Input for this task —
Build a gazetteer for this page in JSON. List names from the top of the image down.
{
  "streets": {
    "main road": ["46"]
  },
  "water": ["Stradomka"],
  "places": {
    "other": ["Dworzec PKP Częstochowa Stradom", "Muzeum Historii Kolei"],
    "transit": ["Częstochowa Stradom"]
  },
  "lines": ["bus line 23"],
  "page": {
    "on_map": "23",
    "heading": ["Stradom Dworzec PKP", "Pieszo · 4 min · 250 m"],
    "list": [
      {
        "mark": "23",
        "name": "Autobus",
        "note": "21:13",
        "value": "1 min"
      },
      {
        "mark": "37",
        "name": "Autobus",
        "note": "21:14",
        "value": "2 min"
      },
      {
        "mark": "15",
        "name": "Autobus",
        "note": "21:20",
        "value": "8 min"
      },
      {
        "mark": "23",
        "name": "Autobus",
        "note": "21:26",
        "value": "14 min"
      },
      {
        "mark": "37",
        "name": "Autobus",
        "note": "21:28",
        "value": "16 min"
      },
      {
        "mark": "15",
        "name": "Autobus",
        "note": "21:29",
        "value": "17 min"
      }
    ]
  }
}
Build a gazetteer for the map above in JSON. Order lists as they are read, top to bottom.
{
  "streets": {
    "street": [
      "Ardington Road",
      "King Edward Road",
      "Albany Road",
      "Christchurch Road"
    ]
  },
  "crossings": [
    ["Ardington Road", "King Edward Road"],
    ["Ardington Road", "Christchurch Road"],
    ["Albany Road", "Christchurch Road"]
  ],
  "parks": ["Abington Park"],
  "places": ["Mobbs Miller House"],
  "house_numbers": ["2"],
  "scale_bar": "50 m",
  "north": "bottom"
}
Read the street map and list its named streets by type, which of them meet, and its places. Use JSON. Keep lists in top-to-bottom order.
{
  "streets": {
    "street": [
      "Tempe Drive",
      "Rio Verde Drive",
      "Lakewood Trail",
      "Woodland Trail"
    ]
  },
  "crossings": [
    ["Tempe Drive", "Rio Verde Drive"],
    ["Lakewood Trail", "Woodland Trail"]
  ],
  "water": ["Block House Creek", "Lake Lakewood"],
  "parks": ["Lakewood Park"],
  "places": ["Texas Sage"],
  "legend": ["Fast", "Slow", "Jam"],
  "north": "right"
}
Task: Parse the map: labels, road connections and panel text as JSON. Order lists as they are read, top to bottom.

Your goal — Return every line of the listing, word for word.

Your solution —
Build a gazetteer for this page in JSON. List names from the top of the image down.
{
  "streets": {
    "main road": ["46"]
  },
  "water": ["Stradomka"],
  "places": {
    "other": ["Dworzec PKP Częstochowa Stradom", "Muzeum Historii Kolei"],
    "transit": ["Częstochowa Stradom"]
  },
  "lines": ["bus line 23"],
  "page": {
    "on_map": "23",
    "heading": ["Stradom Dworzec PKP", "Pieszo · 4 min · 250 m"],
    "list": [
      {
        "mark": "23",
        "name": "Autobus",
        "note": "21:13",
        "value": "1 min"
      },
      {
        "mark": "37",
        "name": "Autobus",
        "note": "21:14",
        "value": "2 min"
      },
      {
        "mark": "15",
        "name": "Autobus",
        "note": "21:20",
        "value": "8 min"
      },
      {
        "mark": "23",
        "name": "Autobus",
        "note": "21:26",
        "value": "14 min"
      },
      {
        "mark": "37",
        "name": "Autobus",
        "note": "21:28",
        "value": "16 min"
      },
      {
        "mark": "15",
        "name": "Autobus",
        "note": "21:29",
        "value": "17 min"
      }
    ]
  }
}
Build a gazetteer for the map above in JSON. Order lists as they are read, top to bottom.
{
  "streets": {
    "street": [
      "Ardington Road",
      "King Edward Road",
      "Albany Road",
      "Christchurch Road"
    ]
  },
  "crossings": [
    ["Ardington Road", "King Edward Road"],
    ["Ardington Road", "Christchurch Road"],
    ["Albany Road", "Christchurch Road"]
  ],
  "parks": ["Abington Park"],
  "places": ["Mobbs Miller House"],
  "house_numbers": ["2"],
  "scale_bar": "50 m",
  "north": "bottom"
}
Read the street map and list its named streets by type, which of them meet, and its places. Use JSON. Keep lists in top-to-bottom order.
{
  "streets": {
    "street": [
      "Tempe Drive",
      "Rio Verde Drive",
      "Lakewood Trail",
      "Woodland Trail"
    ]
  },
  "crossings": [
    ["Tempe Drive", "Rio Verde Drive"],
    ["Lakewood Trail", "Woodland Trail"]
  ],
  "water": ["Block House Creek", "Lake Lakewood"],
  "parks": ["Lakewood Park"],
  "places": ["Texas Sage"],
  "legend": ["Fast", "Slow", "Jam"],
  "north": "right"
}
Task: Parse the map: labels, road connections and panel text as JSON. Order lists as they are read, top to bottom.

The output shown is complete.